Data extracted from a collection
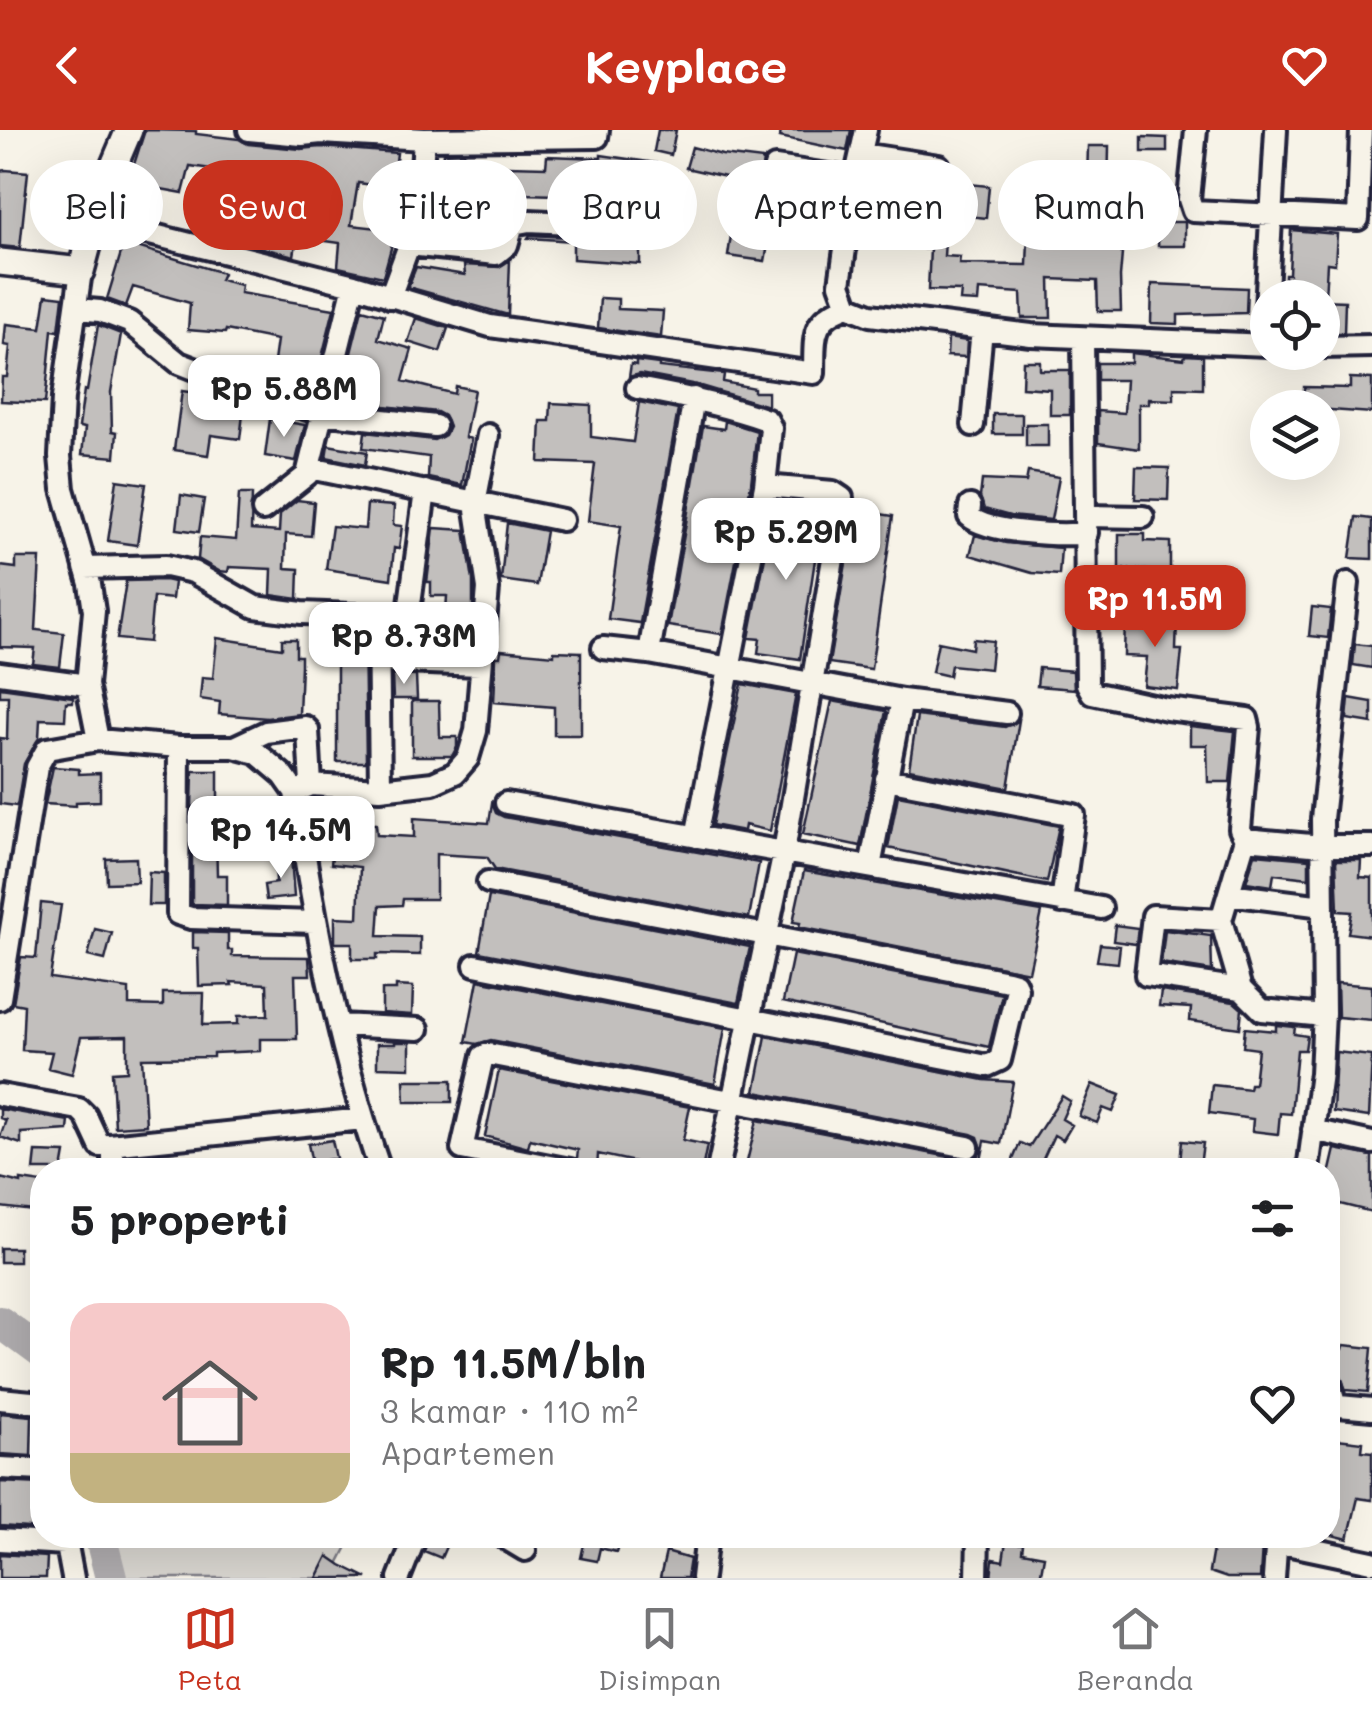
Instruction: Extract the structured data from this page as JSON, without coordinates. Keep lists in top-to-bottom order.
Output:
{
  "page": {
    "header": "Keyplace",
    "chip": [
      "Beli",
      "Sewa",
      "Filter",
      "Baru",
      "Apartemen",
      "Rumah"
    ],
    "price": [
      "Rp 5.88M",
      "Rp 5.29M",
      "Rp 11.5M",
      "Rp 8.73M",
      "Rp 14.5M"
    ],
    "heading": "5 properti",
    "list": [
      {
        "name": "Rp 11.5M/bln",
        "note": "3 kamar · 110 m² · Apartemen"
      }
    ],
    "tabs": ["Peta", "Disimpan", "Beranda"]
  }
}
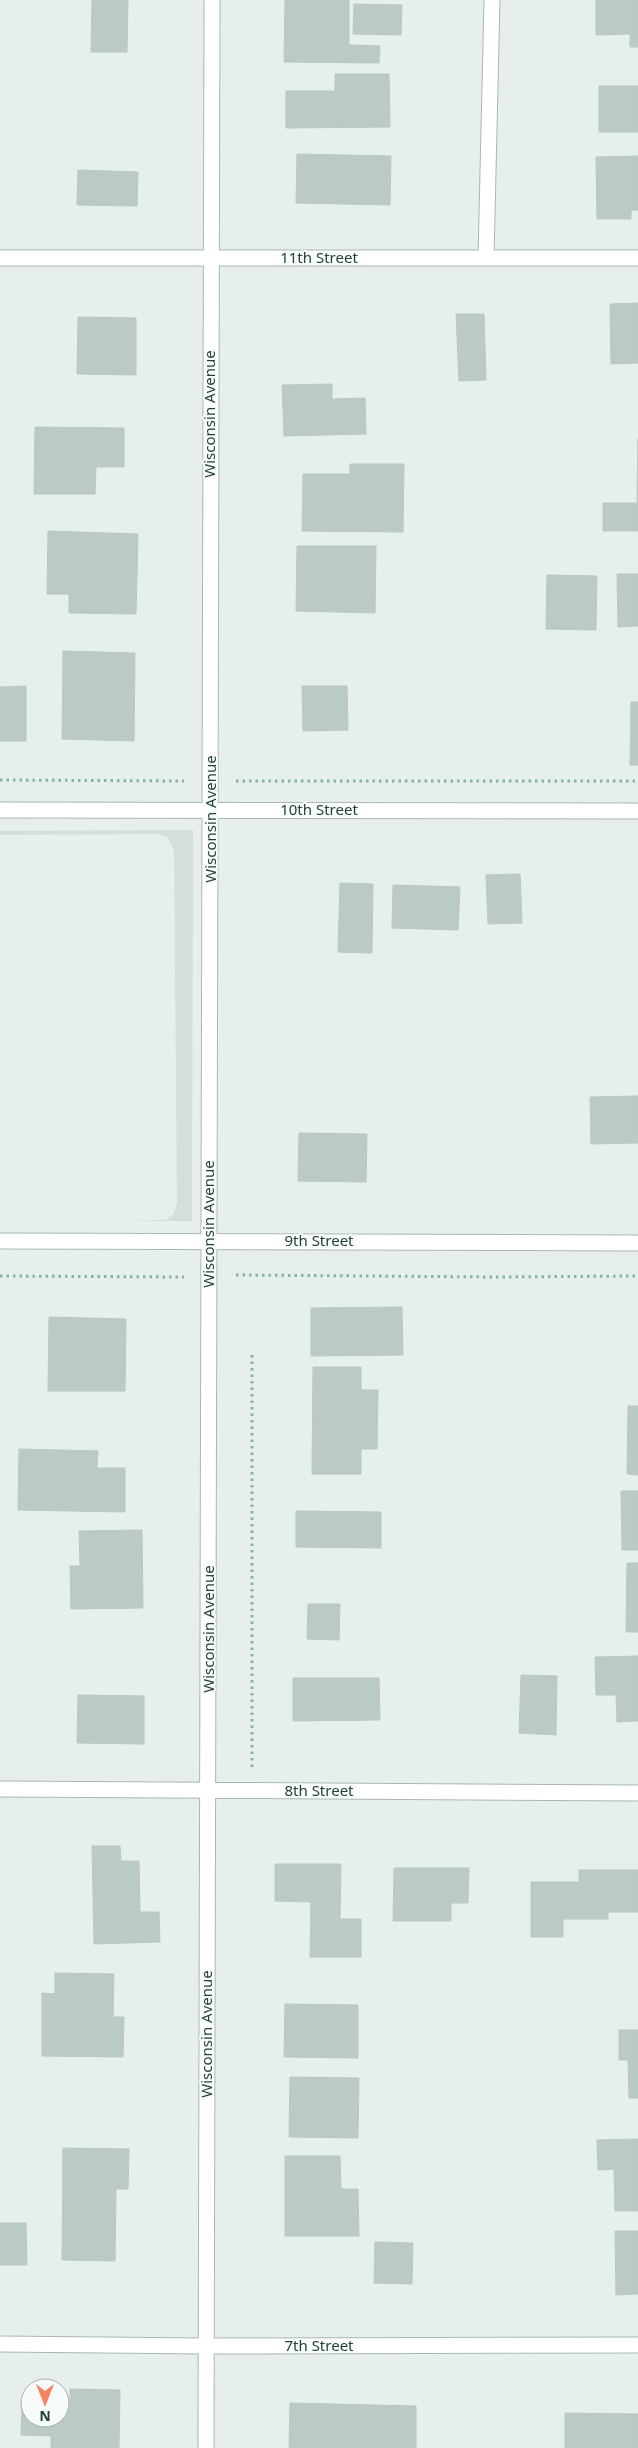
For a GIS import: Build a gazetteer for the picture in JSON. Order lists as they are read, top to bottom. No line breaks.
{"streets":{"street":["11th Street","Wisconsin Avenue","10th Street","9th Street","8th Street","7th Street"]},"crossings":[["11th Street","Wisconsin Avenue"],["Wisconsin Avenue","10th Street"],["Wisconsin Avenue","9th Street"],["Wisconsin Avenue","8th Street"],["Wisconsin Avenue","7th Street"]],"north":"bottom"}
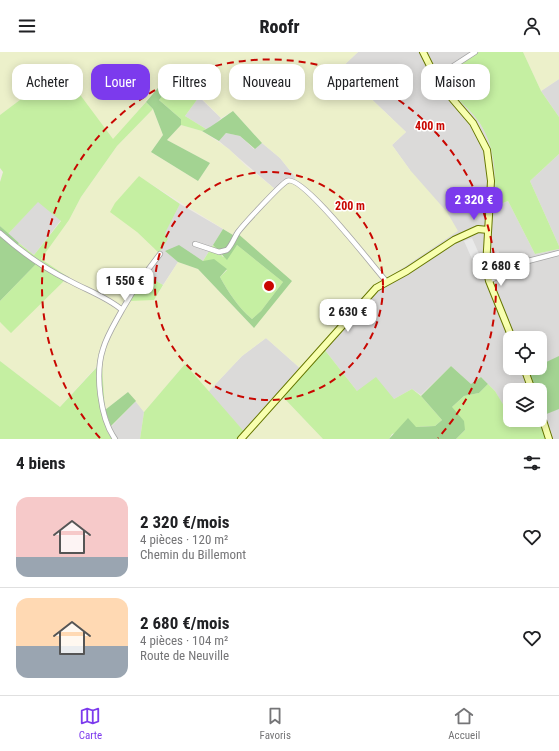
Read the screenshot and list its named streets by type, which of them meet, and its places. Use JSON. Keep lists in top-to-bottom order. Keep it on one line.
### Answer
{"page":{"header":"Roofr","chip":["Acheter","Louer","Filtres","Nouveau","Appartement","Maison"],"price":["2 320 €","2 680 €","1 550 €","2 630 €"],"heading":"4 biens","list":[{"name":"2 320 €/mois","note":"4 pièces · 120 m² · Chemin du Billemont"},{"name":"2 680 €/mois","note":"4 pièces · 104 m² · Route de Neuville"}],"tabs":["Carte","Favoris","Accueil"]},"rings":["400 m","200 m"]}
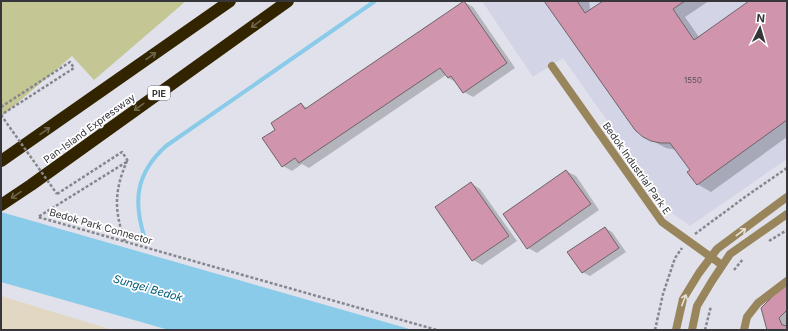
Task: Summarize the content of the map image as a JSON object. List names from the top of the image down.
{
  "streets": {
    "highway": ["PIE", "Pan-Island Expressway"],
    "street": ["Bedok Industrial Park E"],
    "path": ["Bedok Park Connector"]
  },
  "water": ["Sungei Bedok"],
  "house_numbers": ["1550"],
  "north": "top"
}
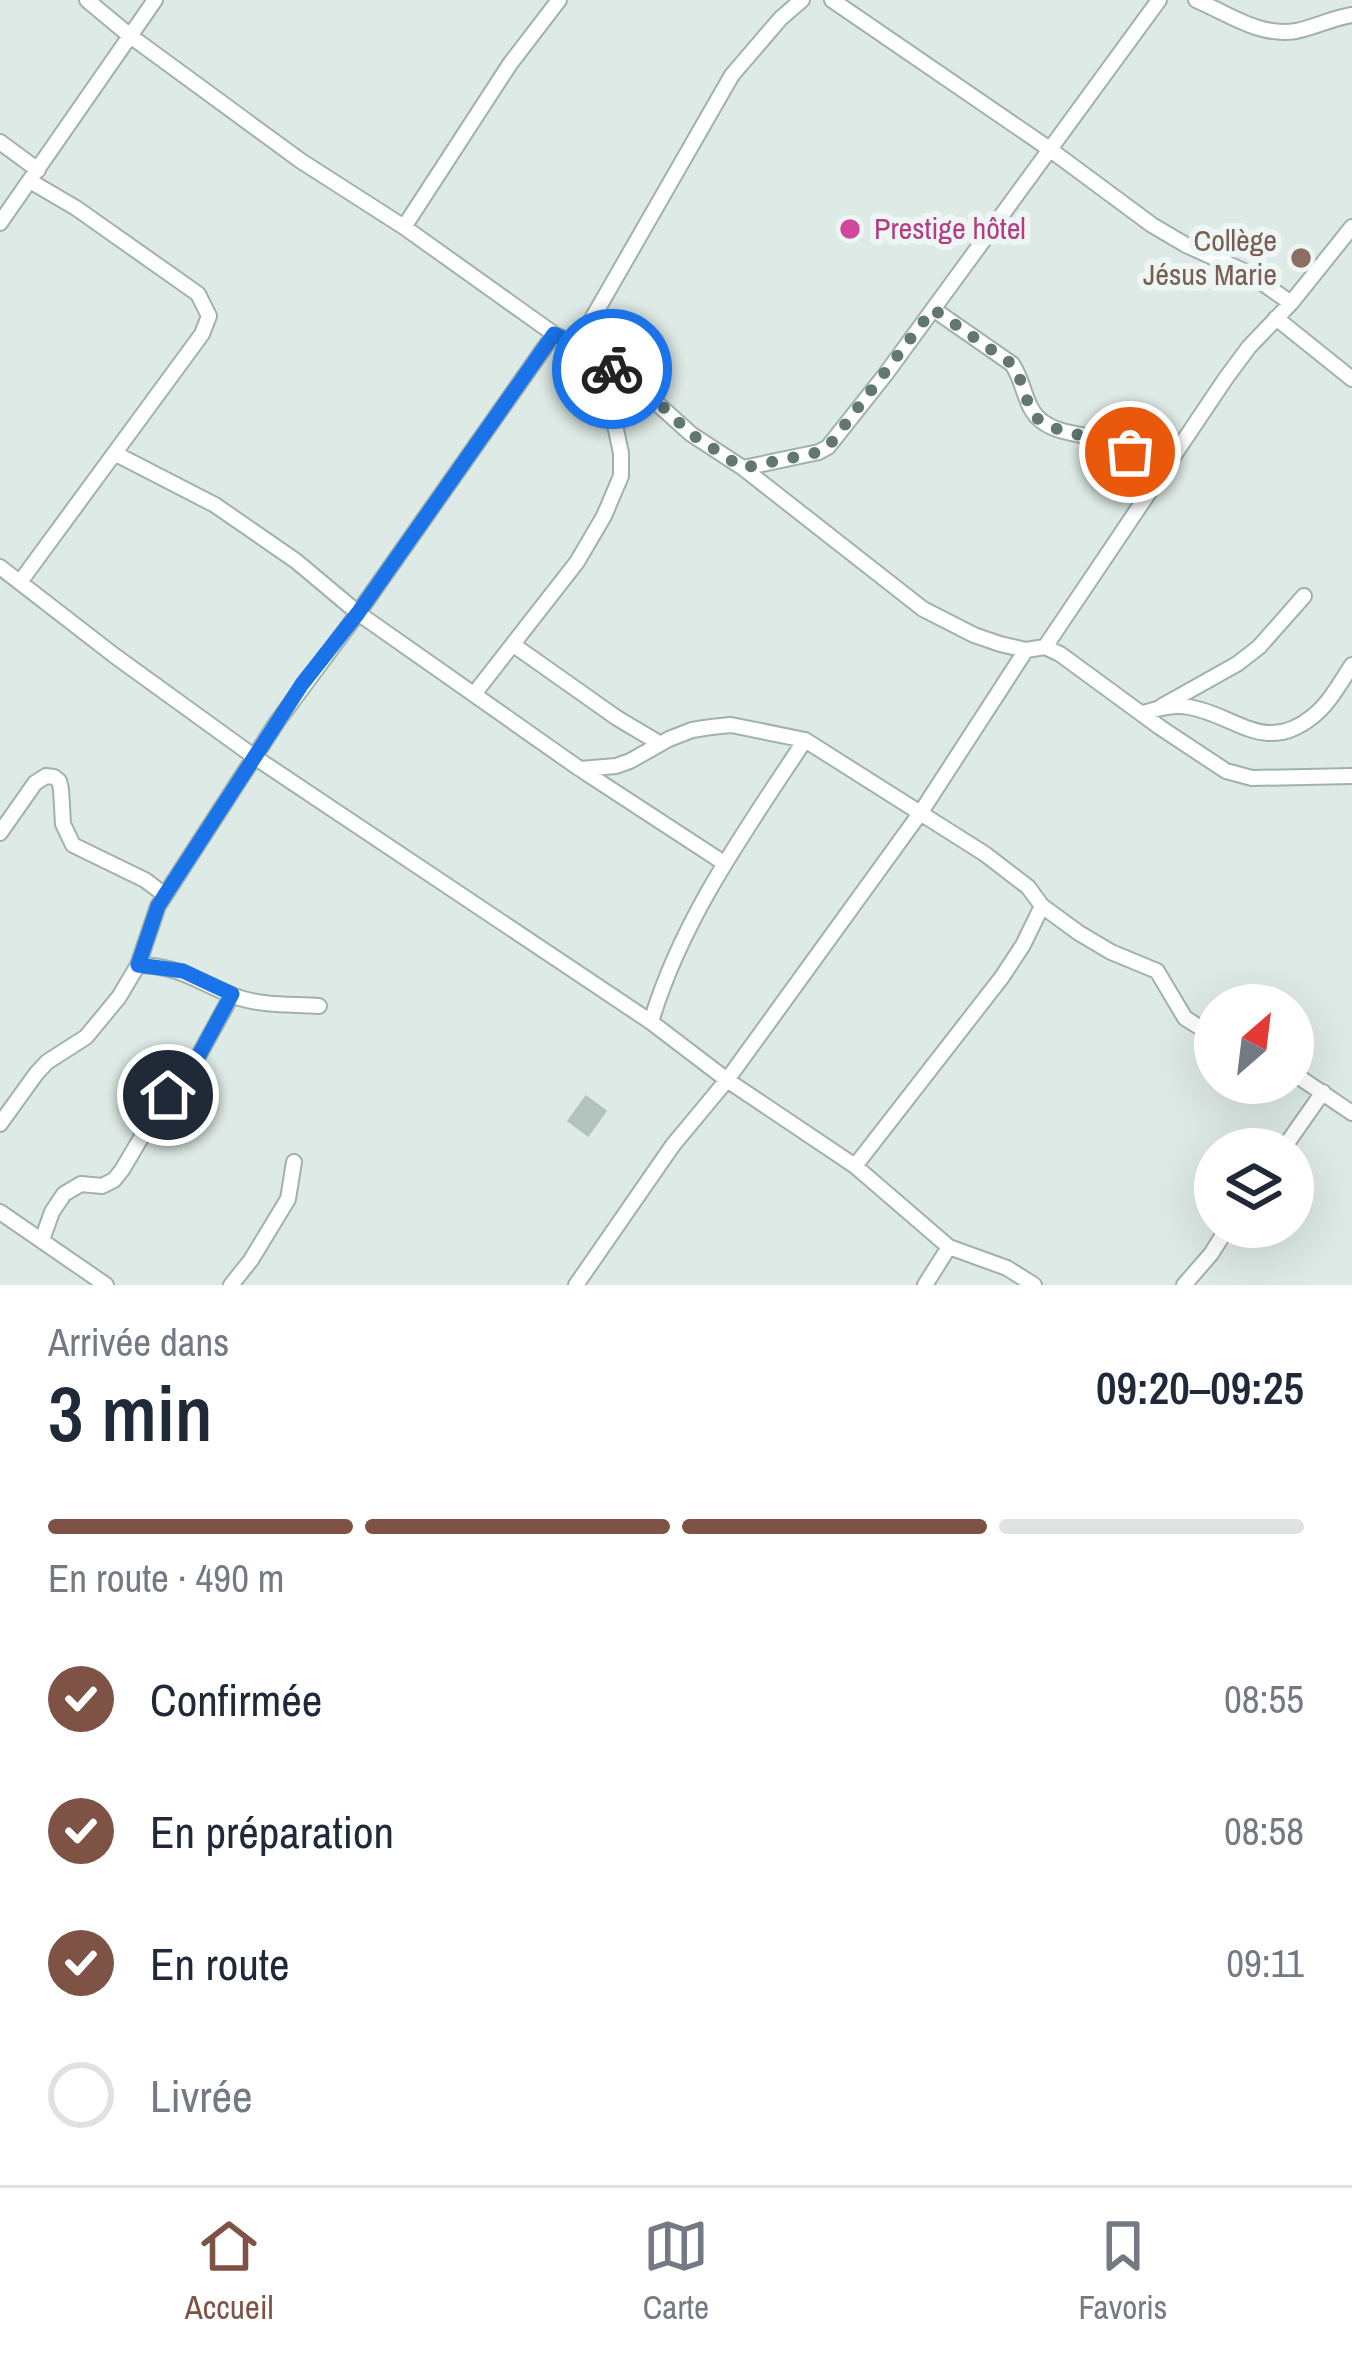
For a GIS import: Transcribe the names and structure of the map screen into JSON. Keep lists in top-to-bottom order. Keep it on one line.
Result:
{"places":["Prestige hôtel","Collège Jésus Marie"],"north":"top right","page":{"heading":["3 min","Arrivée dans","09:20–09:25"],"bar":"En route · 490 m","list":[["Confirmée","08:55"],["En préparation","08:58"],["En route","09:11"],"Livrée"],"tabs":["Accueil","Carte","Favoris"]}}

**EXERCISE BRIEF:** Please print each of the records word for word, keeping the pictures out.

**WRITTEN RESPONSE:**
Instruction: Extract the structured data from this page as JSON, without coordinates. Keep lists in top-to-bottom order.
Output:
{
  "page": {
    "header": "Keyplace",
    "chip": [
      "Beli",
      "Sewa",
      "Filter",
      "Baru",
      "Apartemen",
      "Rumah"
    ],
    "price": [
      "Rp 5.88M",
      "Rp 5.29M",
      "Rp 11.5M",
      "Rp 8.73M",
      "Rp 14.5M"
    ],
    "heading": "5 properti",
    "list": [
      {
        "name": "Rp 11.5M/bln",
        "note": "3 kamar · 110 m² · Apartemen"
      }
    ],
    "tabs": ["Peta", "Disimpan", "Beranda"]
  }
}
For a GIS import: Build a gazetteer for the picture in JSON. Order lists as they are read, top to bottom. No line breaks.
{"streets":{"street":["11th Street","Wisconsin Avenue","10th Street","9th Street","8th Street","7th Street"]},"crossings":[["11th Street","Wisconsin Avenue"],["Wisconsin Avenue","10th Street"],["Wisconsin Avenue","9th Street"],["Wisconsin Avenue","8th Street"],["Wisconsin Avenue","7th Street"]],"north":"bottom"}
Read the screenshot and list its named streets by type, which of them meet, and its places. Use JSON. Keep lists in top-to-bottom order. Keep it on one line.
### Answer
{"page":{"header":"Roofr","chip":["Acheter","Louer","Filtres","Nouveau","Appartement","Maison"],"price":["2 320 €","2 680 €","1 550 €","2 630 €"],"heading":"4 biens","list":[{"name":"2 320 €/mois","note":"4 pièces · 120 m² · Chemin du Billemont"},{"name":"2 680 €/mois","note":"4 pièces · 104 m² · Route de Neuville"}],"tabs":["Carte","Favoris","Accueil"]},"rings":["400 m","200 m"]}
Task: Summarize the content of the map image as a JSON object. List names from the top of the image down.
{
  "streets": {
    "highway": ["PIE", "Pan-Island Expressway"],
    "street": ["Bedok Industrial Park E"],
    "path": ["Bedok Park Connector"]
  },
  "water": ["Sungei Bedok"],
  "house_numbers": ["1550"],
  "north": "top"
}
For a GIS import: Transcribe the names and structure of the map screen into JSON. Keep lists in top-to-bottom order. Keep it on one line.
Result:
{"places":["Prestige hôtel","Collège Jésus Marie"],"north":"top right","page":{"heading":["3 min","Arrivée dans","09:20–09:25"],"bar":"En route · 490 m","list":[["Confirmée","08:55"],["En préparation","08:58"],["En route","09:11"],"Livrée"],"tabs":["Accueil","Carte","Favoris"]}}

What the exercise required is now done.